The problem: Can you quote, word for word, every line from the first line of the records below through the line containing "Find all labels, symbols", and nothing else?
===
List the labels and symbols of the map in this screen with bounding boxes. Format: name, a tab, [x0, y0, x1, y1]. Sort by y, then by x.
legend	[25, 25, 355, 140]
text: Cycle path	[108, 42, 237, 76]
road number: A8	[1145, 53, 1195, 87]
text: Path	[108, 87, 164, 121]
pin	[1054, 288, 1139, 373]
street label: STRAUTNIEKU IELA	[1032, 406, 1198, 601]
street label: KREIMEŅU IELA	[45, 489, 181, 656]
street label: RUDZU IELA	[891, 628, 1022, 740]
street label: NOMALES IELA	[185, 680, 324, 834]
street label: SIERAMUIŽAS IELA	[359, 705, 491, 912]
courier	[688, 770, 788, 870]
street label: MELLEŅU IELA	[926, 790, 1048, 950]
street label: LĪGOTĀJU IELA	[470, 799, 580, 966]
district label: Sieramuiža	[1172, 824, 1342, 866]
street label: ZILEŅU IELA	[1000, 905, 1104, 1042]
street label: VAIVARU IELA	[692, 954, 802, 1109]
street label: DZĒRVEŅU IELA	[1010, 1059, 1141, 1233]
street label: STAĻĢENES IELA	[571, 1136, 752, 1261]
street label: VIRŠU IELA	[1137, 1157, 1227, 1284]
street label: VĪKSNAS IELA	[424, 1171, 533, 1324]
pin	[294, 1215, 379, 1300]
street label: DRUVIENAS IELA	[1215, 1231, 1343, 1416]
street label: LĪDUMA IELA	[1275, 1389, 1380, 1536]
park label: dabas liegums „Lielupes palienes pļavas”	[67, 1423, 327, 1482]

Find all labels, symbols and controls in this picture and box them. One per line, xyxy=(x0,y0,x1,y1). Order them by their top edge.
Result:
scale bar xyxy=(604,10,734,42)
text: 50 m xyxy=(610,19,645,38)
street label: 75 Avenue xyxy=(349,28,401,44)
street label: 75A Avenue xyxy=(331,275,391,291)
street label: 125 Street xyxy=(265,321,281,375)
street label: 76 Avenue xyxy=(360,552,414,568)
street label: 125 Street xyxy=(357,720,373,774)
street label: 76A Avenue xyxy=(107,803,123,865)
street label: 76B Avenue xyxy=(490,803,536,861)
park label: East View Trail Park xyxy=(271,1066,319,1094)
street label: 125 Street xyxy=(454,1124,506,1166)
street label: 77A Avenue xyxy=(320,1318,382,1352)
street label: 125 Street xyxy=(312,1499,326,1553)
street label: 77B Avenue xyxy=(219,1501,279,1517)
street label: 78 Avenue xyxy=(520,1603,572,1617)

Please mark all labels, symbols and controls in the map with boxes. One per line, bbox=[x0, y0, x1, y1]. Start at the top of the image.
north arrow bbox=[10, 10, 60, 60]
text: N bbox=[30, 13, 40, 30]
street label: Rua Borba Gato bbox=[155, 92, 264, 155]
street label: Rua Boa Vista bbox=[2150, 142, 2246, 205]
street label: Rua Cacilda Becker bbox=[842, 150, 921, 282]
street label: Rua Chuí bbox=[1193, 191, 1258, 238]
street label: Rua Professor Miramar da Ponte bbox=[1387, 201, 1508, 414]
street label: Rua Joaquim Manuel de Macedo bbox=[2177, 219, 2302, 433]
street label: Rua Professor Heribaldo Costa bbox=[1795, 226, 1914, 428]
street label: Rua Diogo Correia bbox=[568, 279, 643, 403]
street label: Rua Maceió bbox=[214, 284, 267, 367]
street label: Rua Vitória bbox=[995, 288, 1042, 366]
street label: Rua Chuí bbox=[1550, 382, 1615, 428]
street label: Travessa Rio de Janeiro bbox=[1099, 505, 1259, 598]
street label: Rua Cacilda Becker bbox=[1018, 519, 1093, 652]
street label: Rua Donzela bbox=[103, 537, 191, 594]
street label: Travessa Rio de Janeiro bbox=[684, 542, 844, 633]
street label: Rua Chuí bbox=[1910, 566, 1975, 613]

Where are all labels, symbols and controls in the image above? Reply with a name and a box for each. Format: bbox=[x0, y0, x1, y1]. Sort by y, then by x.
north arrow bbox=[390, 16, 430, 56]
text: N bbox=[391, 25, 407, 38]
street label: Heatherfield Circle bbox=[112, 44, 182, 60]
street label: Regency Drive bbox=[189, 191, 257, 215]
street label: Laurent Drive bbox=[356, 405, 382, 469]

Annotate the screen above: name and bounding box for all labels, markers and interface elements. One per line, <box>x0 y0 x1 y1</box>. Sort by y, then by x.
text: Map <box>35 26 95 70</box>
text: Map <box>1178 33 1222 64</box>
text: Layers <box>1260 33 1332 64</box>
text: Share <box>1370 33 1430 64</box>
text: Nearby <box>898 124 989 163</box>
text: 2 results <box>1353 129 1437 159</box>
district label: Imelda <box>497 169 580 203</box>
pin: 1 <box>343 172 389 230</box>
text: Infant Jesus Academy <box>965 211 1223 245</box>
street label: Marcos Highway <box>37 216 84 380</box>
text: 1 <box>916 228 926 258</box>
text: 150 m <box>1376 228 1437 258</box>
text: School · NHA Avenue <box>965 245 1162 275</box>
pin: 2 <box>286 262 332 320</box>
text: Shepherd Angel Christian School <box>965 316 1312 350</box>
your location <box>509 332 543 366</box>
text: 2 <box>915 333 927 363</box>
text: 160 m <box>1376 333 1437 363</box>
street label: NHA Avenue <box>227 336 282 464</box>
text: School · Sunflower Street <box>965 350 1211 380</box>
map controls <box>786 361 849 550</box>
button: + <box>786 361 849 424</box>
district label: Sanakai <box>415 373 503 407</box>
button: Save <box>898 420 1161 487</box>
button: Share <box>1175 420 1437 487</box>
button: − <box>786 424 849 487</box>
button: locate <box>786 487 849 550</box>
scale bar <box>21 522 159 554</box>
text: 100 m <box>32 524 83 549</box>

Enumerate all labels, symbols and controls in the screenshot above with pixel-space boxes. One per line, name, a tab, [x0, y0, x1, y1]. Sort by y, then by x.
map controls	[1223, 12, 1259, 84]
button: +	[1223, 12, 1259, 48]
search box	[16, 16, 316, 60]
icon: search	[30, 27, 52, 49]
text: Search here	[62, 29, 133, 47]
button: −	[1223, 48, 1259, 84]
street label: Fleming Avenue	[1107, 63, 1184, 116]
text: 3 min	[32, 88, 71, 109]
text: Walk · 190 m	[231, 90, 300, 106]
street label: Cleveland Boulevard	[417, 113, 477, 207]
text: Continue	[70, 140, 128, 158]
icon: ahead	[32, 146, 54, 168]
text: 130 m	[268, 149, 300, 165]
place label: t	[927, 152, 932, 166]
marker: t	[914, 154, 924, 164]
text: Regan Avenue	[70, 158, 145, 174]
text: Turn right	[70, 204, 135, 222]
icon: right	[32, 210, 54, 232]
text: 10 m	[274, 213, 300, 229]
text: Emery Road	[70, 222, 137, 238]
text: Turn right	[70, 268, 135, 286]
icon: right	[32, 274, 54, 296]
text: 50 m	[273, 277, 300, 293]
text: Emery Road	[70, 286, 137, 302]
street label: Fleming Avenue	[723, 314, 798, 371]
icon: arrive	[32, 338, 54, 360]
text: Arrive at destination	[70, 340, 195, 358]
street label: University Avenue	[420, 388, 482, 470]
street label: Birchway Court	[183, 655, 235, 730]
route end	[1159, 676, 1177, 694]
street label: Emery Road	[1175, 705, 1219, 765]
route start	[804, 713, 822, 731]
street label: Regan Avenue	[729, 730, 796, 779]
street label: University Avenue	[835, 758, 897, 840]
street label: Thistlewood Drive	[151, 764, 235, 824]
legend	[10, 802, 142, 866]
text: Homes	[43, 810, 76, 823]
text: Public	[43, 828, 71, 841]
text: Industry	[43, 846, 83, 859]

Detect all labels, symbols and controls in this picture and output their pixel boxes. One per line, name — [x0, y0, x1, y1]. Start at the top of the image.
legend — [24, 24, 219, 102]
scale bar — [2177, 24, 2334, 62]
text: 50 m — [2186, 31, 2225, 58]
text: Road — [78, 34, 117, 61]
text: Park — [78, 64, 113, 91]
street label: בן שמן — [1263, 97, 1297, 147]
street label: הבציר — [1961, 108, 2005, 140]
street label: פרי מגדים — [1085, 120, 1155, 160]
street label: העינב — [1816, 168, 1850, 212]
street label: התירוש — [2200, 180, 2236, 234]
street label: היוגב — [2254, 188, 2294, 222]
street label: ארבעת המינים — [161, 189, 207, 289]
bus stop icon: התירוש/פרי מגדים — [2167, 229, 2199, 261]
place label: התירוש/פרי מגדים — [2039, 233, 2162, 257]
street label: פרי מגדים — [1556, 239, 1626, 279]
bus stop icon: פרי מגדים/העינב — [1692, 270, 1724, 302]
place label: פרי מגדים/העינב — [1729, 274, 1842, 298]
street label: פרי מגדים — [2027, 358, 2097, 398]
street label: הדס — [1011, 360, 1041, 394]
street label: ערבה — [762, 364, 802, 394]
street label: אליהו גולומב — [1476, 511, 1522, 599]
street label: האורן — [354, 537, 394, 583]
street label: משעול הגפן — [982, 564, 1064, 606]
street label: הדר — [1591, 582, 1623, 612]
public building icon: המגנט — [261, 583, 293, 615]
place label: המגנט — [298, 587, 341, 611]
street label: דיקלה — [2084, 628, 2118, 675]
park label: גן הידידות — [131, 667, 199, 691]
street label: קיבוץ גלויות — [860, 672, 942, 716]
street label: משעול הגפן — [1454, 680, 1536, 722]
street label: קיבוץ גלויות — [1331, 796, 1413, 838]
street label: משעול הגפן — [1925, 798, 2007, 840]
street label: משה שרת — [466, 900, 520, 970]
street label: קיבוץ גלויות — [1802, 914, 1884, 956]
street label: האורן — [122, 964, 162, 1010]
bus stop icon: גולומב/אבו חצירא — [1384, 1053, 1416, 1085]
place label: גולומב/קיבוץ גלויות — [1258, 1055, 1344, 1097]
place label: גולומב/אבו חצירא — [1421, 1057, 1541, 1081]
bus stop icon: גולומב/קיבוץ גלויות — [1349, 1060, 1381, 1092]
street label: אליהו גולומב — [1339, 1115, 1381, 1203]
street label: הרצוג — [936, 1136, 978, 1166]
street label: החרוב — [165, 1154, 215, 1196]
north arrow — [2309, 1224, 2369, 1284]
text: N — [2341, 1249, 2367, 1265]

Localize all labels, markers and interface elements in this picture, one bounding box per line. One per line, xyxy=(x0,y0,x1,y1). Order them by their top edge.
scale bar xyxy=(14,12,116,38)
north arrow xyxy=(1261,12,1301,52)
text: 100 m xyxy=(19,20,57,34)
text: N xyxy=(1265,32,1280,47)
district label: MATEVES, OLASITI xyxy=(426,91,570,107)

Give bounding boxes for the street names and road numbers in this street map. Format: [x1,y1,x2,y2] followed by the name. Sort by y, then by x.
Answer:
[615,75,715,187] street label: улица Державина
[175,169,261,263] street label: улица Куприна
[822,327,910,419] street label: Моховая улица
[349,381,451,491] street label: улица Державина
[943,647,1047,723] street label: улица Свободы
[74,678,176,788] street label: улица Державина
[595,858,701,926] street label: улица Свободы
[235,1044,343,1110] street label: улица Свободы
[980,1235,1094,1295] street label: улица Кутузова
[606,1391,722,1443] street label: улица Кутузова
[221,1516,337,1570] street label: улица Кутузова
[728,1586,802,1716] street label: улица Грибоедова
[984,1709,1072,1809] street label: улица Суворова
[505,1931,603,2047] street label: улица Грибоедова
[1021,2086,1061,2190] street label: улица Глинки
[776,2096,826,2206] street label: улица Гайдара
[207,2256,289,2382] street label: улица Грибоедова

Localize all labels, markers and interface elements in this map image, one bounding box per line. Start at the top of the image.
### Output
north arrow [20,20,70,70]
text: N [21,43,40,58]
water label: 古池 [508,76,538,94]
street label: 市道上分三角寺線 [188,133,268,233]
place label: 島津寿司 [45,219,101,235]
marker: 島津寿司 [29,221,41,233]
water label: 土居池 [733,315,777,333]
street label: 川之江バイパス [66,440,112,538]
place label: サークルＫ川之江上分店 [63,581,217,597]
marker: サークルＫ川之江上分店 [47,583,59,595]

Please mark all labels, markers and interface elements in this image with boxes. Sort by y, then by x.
===
Answer to the problem:
List the labels and symbols of the map in this screen with bounding boxes. Format: name, a tab, [x0, y0, x1, y1]. Sort by y, then by x.
legend	[25, 25, 355, 140]
text: Cycle path	[108, 42, 237, 76]
road number: A8	[1145, 53, 1195, 87]
text: Path	[108, 87, 164, 121]
pin	[1054, 288, 1139, 373]
street label: STRAUTNIEKU IELA	[1032, 406, 1198, 601]
street label: KREIMEŅU IELA	[45, 489, 181, 656]
street label: RUDZU IELA	[891, 628, 1022, 740]
street label: NOMALES IELA	[185, 680, 324, 834]
street label: SIERAMUIŽAS IELA	[359, 705, 491, 912]
courier	[688, 770, 788, 870]
street label: MELLEŅU IELA	[926, 790, 1048, 950]
street label: LĪGOTĀJU IELA	[470, 799, 580, 966]
district label: Sieramuiža	[1172, 824, 1342, 866]
street label: ZILEŅU IELA	[1000, 905, 1104, 1042]
street label: VAIVARU IELA	[692, 954, 802, 1109]
street label: DZĒRVEŅU IELA	[1010, 1059, 1141, 1233]
street label: STAĻĢENES IELA	[571, 1136, 752, 1261]
street label: VIRŠU IELA	[1137, 1157, 1227, 1284]
street label: VĪKSNAS IELA	[424, 1171, 533, 1324]
pin	[294, 1215, 379, 1300]
street label: DRUVIENAS IELA	[1215, 1231, 1343, 1416]
street label: LĪDUMA IELA	[1275, 1389, 1380, 1536]
park label: dabas liegums „Lielupes palienes pļavas”	[67, 1423, 327, 1482]

Find all labels, symbols and controls in this picture and box them. One per line, xyxy=(x0,y0,x1,y1). Order them by their top edge.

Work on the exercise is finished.